The annual global event is “dedicated to celebrating transgender people, their contributions to society, and raising awareness of discrimination faced by transgender people worldwide,” the organization states.
International Transgender Day of Visibility was founded by “U.S. transgender activist Rachel Crandall of Michigan in 2009” as a “reaction to the lack of recognition of transgender people.”
In previous years, the Canadian federal government as well as the City of Toronto have put their support behind the event, and it is expected they will do so again this year.
Some Canadian cities, such as Calgary, Alberta, have gone as far as passing bylaws that ban protesting against drag queen story hours or any other “LGBTQ” events held at public facilities.
In June 2022, Calgary City Council, under its left-leaning Mayor Jyoti Gondek, amended the city’s bylaws to “specifically prohibit insulting or demeaning behavior, including unwanted sexual advances, or harassing anyone on the basis of age, race, sexual orientation, disability, gender, gender identity or gender expression, among others.”
Calgary’s new “Safe and Inclusive Access Bylaw” disallows “specified protests” both inside and outside all city-owned and affiliated public buildings. Gondek put her full support behind the buffer zone bylaw.
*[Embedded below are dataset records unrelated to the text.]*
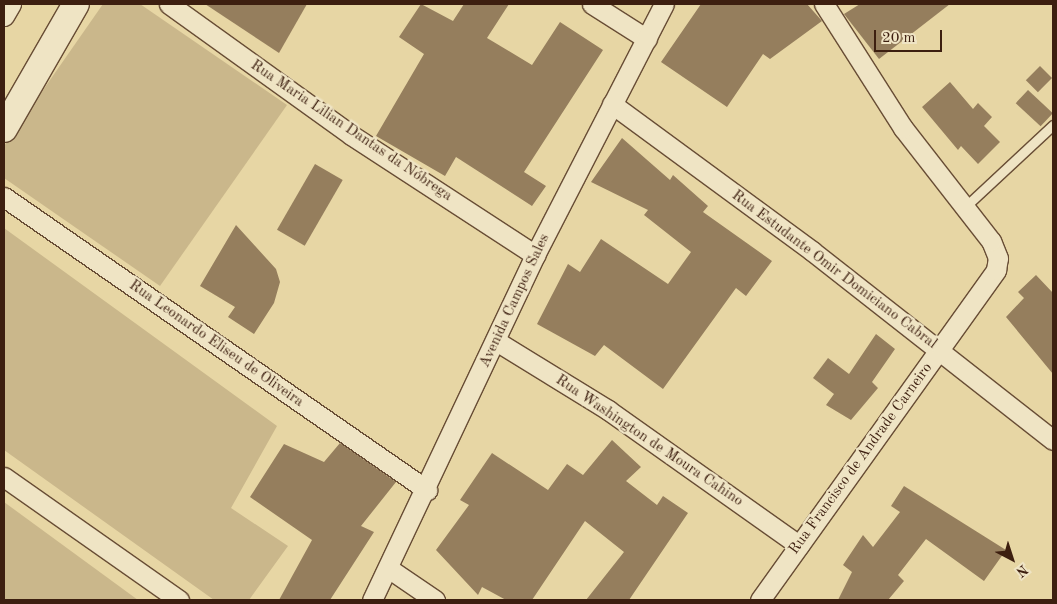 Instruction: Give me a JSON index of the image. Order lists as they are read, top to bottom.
{
  "streets": {
    "street": [
      "Rua Maria Lilian Dantas da Nóbrega",
      "Rua Estudante Omir Domiciano Cabral",
      "Avenida Campos Sales",
      "Rua Leonardo Eliseu de Oliveira",
      "Rua Washington de Moura Cahino",
      "Rua Francisco de Andrade Carneiro"
    ]
  },
  "crossings": [
    ["Rua Maria Lilian Dantas da Nóbrega", "Avenida Campos Sales"],
    ["Rua Estudante Omir Domiciano Cabral", "Avenida Campos Sales"],
    ["Rua Estudante Omir Domiciano Cabral", "Rua Francisco de Andrade Carneiro"],
    ["Avenida Campos Sales", "Rua Leonardo Eliseu de Oliveira"],
    ["Avenida Campos Sales", "Rua Washington de Moura Cahino"],
    ["Rua Washington de Moura Cahino", "Rua Francisco de Andrade Carneiro"]
  ],
  "scale_bar": "20 m",
  "north": "bottom right"
}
The bylaw means pastors or concerned parents protesting against pro-LGBT events at public buildings will be barred from getting within 100 meters of any such location.
Toronto’s TDOV is scheduled to be held a day before a planned “Trans Day of Vengeance,” which will be held outside the U.S. Supreme Court from March 31 to April 1.
The “Trans Day of Vengeance” comes after Monday’s mass shooting at a Nashville, Tennessee, private Christian elementary school by a “transgender” assailant, 28-year-old Audrey Hale, a woman who identifies as male. The assailant killed six people, including three kids, before being fatally shot by police responders.
Hale is a former student of the Christian Covenant School and is the “lone zealot” with a “manifesto” laying out her “resentment” of the school, according to Nashville police chief John Drake.
In recent weeks, protests against drag queen story hours in Canada have increased, notably in Calgary.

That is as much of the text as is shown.